[Opening SUPPLIED DATA section]

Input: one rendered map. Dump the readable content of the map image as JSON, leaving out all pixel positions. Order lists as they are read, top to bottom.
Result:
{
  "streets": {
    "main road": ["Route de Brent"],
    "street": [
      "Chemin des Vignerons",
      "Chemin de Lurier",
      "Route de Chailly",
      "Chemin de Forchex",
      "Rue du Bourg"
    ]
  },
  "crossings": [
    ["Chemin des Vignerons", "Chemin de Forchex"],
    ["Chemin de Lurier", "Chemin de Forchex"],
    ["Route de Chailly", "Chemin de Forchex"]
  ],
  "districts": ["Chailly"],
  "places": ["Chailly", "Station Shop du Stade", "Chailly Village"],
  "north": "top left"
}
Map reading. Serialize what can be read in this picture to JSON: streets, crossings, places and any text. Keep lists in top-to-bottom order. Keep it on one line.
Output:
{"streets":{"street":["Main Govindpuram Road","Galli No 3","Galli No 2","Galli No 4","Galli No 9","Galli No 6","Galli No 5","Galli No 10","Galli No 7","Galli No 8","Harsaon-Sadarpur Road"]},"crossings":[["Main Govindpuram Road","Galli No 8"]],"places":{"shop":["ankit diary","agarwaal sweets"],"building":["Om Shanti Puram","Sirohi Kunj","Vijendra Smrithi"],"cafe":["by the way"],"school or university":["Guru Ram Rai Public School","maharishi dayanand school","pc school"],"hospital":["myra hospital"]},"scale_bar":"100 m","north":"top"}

[Closing SUPPLIED DATA section]

■ **WHAT IS BEING ASKED**
Type the whole listing again, unaltered.

■ **EXERCISE SOLUTION**
Input: one rendered map. Dump the readable content of the map image as JSON, leaving out all pixel positions. Order lists as they are read, top to bottom.
Result:
{
  "streets": {
    "main road": ["Route de Brent"],
    "street": [
      "Chemin des Vignerons",
      "Chemin de Lurier",
      "Route de Chailly",
      "Chemin de Forchex",
      "Rue du Bourg"
    ]
  },
  "crossings": [
    ["Chemin des Vignerons", "Chemin de Forchex"],
    ["Chemin de Lurier", "Chemin de Forchex"],
    ["Route de Chailly", "Chemin de Forchex"]
  ],
  "districts": ["Chailly"],
  "places": ["Chailly", "Station Shop du Stade", "Chailly Village"],
  "north": "top left"
}
Map reading. Serialize what can be read in this picture to JSON: streets, crossings, places and any text. Keep lists in top-to-bottom order. Keep it on one line.
Output:
{"streets":{"street":["Main Govindpuram Road","Galli No 3","Galli No 2","Galli No 4","Galli No 9","Galli No 6","Galli No 5","Galli No 10","Galli No 7","Galli No 8","Harsaon-Sadarpur Road"]},"crossings":[["Main Govindpuram Road","Galli No 8"]],"places":{"shop":["ankit diary","agarwaal sweets"],"building":["Om Shanti Puram","Sirohi Kunj","Vijendra Smrithi"],"cafe":["by the way"],"school or university":["Guru Ram Rai Public School","maharishi dayanand school","pc school"],"hospital":["myra hospital"]},"scale_bar":"100 m","north":"top"}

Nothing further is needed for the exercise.